Closed MickShen7558 closed 1 year ago
Hi,
That seems strange. Did you change the numer of points per batch element? I.e. the fields npoints_decoder
and
npoints_decoder_non
?
Hi @SimonGiebenhain,
I didn't change anything. I found the GPU memory usage is around 25 GB.
Should I train the identity with the whole chunk00? There is 25 identity inside that chunk. I manually reduced the identity in the chunk and the program can fit in a 4090 GPU now. However, I wonder if it is proper to do so.
Hi,
I see. You said that you tried to reduce the batch size to 8, but "it didn't work"? Did it still not fit into memory, bc. that should definitely work. Or did the changing of batch size not work? In the latter case, I have to admit that the behaviour of the repository is a bit strange, bc. if you there is already a folder with the same experiment name, it will load the configs from the previous run with the same name. So you would have to wither delete the folder or change the run name.

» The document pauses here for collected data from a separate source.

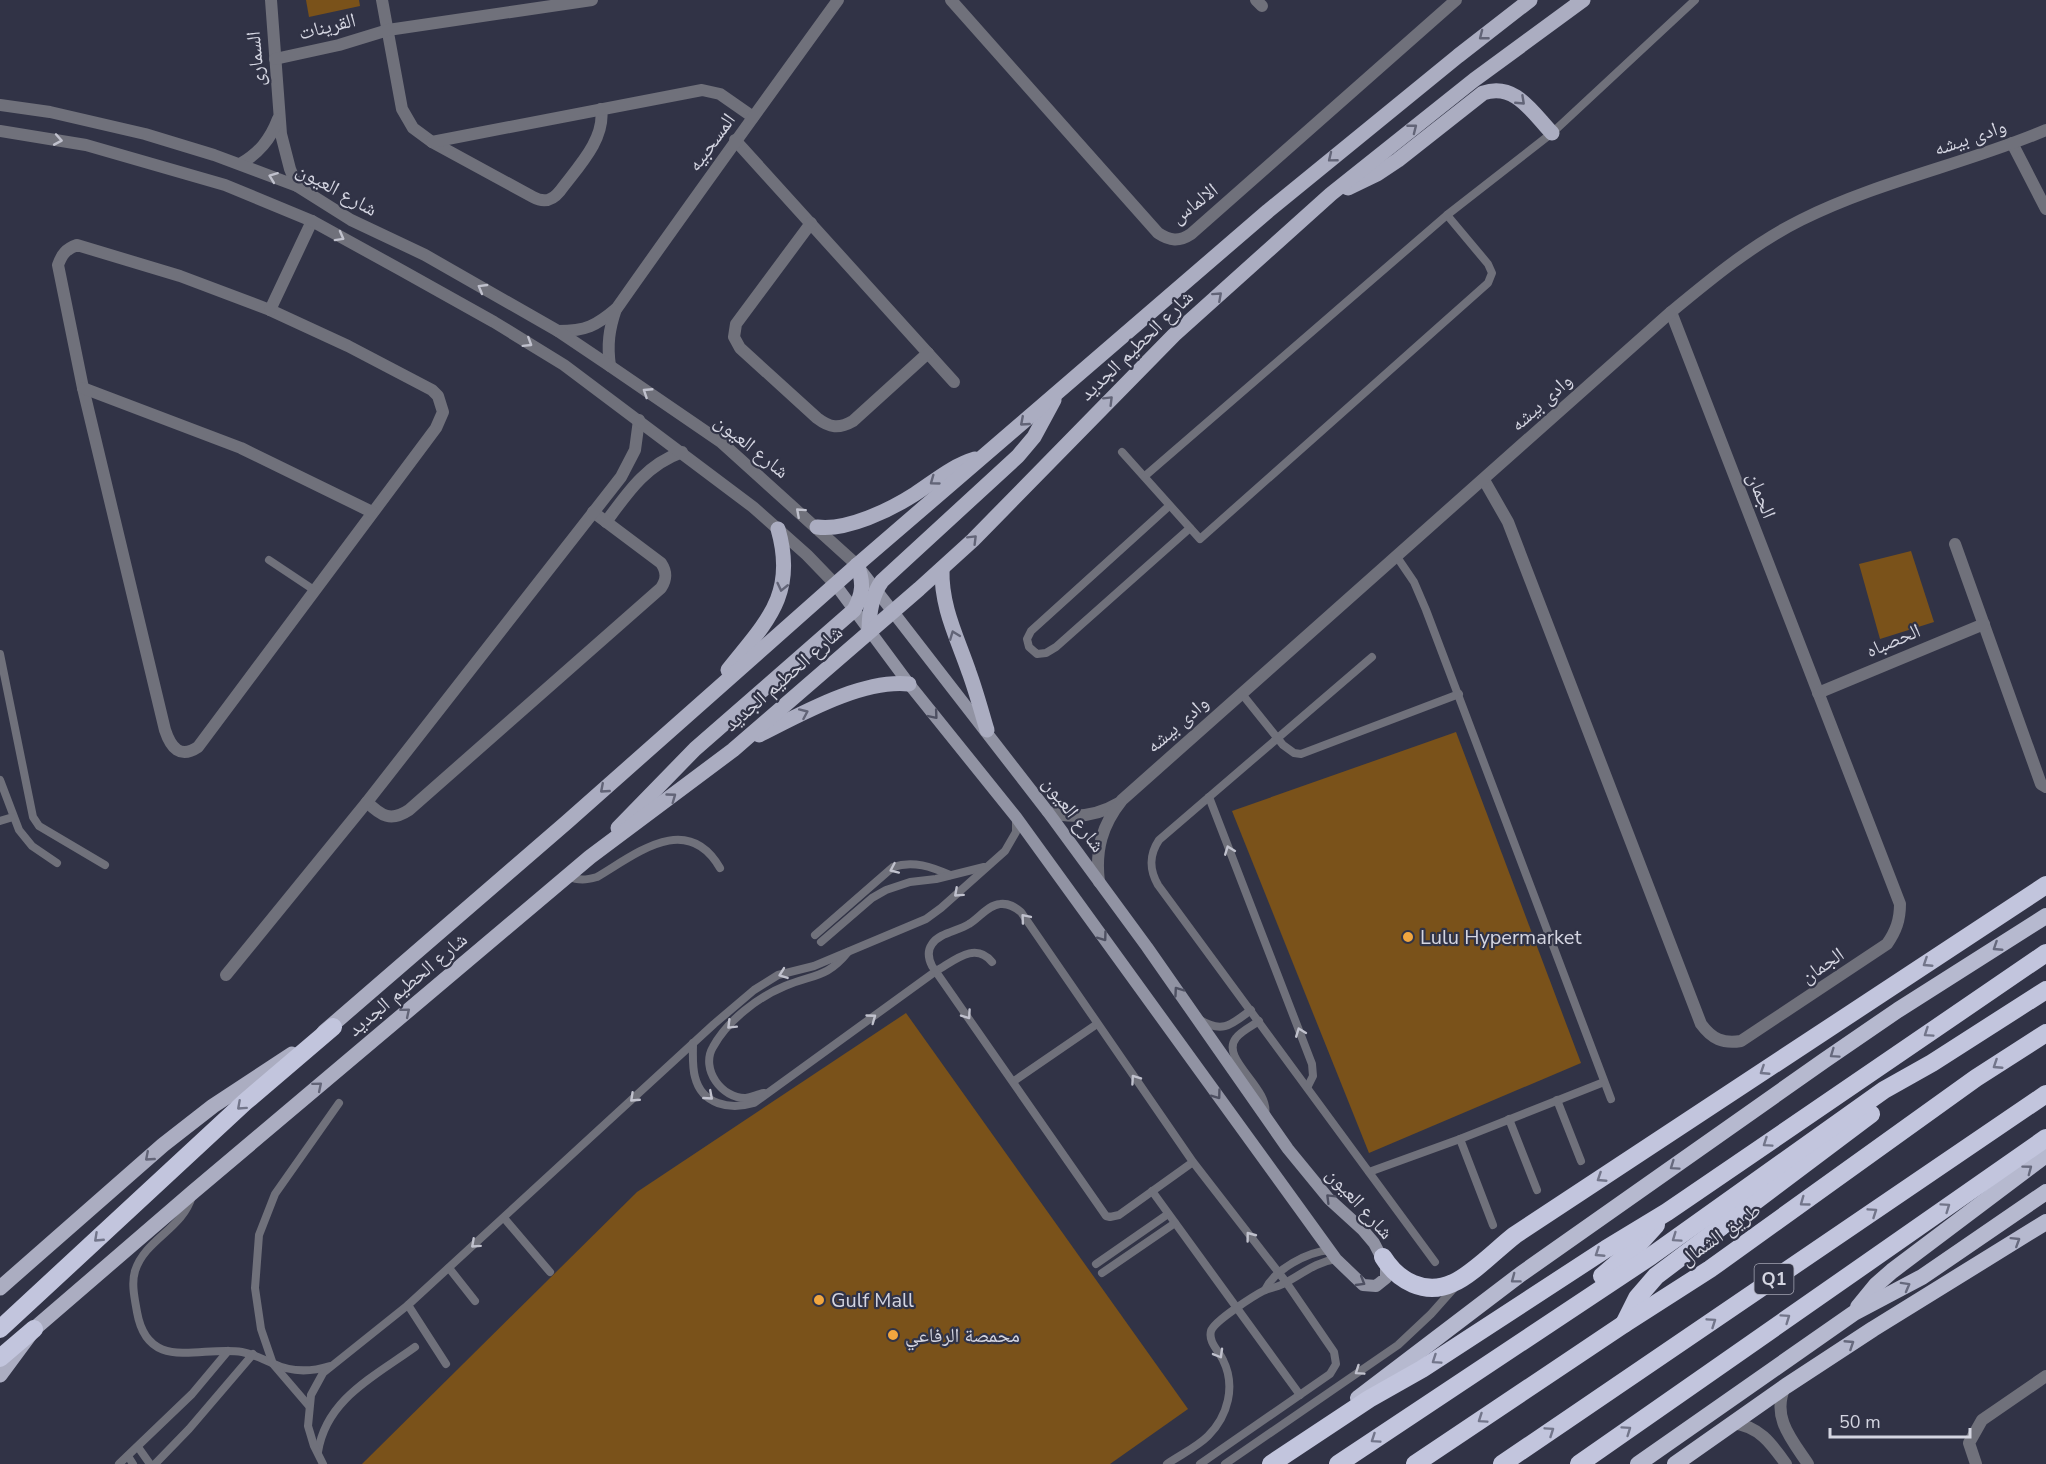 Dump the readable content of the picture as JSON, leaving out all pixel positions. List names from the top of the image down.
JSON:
{
  "streets": {
    "highway": ["طريق الشمال", "Q1"],
    "main road": ["شارع العيون", "شارع الحطيم الجديد"],
    "street": [
      "القرينات",
      "السمارى",
      "وادى بيشه",
      "المسحبيه",
      "الالماس",
      "الجمان",
      "الحصباه"
    ]
  },
  "crossings": [
    ["القرينات", "السمارى"],
    ["السمارى", "شارع العيون"],
    ["وادى بيشه", "شارع العيون"],
    ["وادى بيشه", "الجمان"],
    ["المسحبيه", "شارع العيون"],
    ["شارع العيون", "شارع الحطيم الجديد"],
    ["الجمان", "الحصباه"]
  ],
  "places": ["Lulu Hypermarket", "Gulf Mall", "محمصة الرفاعي"],
  "scale_bar": "50 m"
} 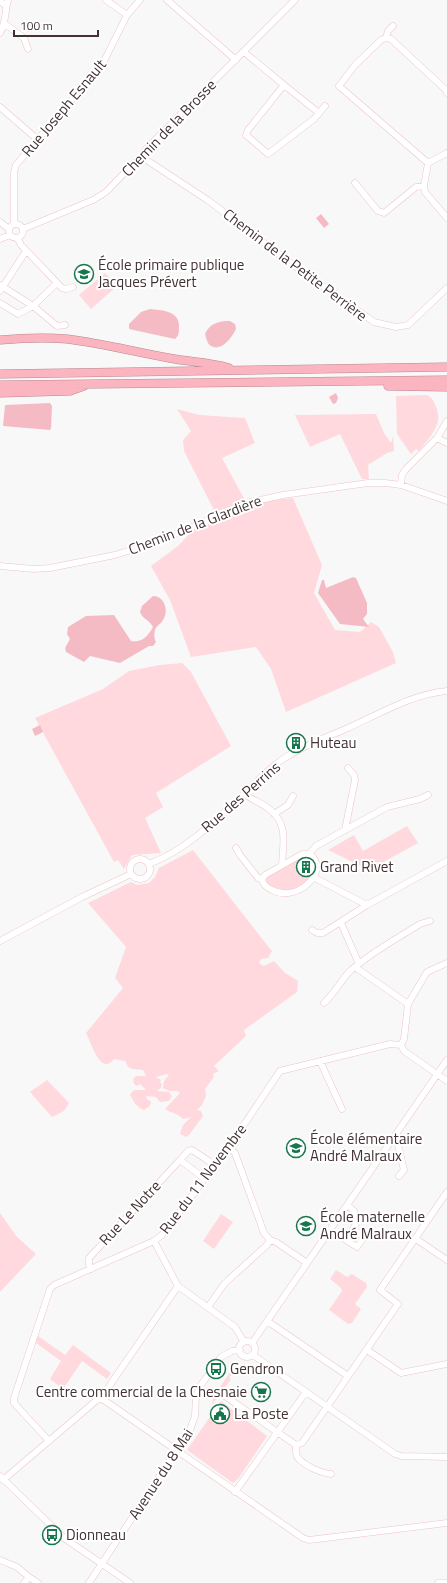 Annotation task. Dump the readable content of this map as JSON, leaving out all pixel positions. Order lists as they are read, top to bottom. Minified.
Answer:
{"streets":{"street":["Rue Joseph Esnault","Chemin de la Brosse","Chemin de la Petite Perrière","Chemin de la Glardière","Rue des Perrins","Rue du 11 Novembre","Rue Le Notre","Avenue du 8 Mai"]},"crossings":[["Rue Joseph Esnault","Chemin de la Brosse"],["Chemin de la Brosse","Chemin de la Petite Perrière"],["Rue du 11 Novembre","Rue Le Notre"]],"places":{"school or university":["École primaire publique Jacques Prévert","École élémentaire André Malraux","École maternelle André Malraux"],"building":["Huteau","Grand Rivet"],"bus stop":["Gendron","Dionneau"],"supermarket":["Centre commercial de la Chesnaie"],"public building":["La Poste"]},"scale_bar":"100 m"}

Regarding the chunk00 I am not sure what you mean. Ideally, you would train on the whole dataset, where the identities for each batch are randomly sampled.
I would suggest that you make the batch size slightly smaller such that it fits your GPU, or reduce the number of points slightly
Hi @SimonGiebenhain,
I found my case to be the latter one. I adjusted the batch size to 16 and it works with my 4090 (which takes up 19 GB of GPU memory).
Also, thank you for the clarification of the training process.
Hi,
Thank you for your code and dataset. In your supplementary, you mentioned that you did the training on a 3090 GPU. However, when I did the training with my 4090, the memory usage exceeded 24 GB. I wonder how you put the model into a 3090?
Besides, any suggestions on reducing GPU memory usage? I tried to reduce batch size in the nphm.yaml file from 32 to 8, but it didn't work.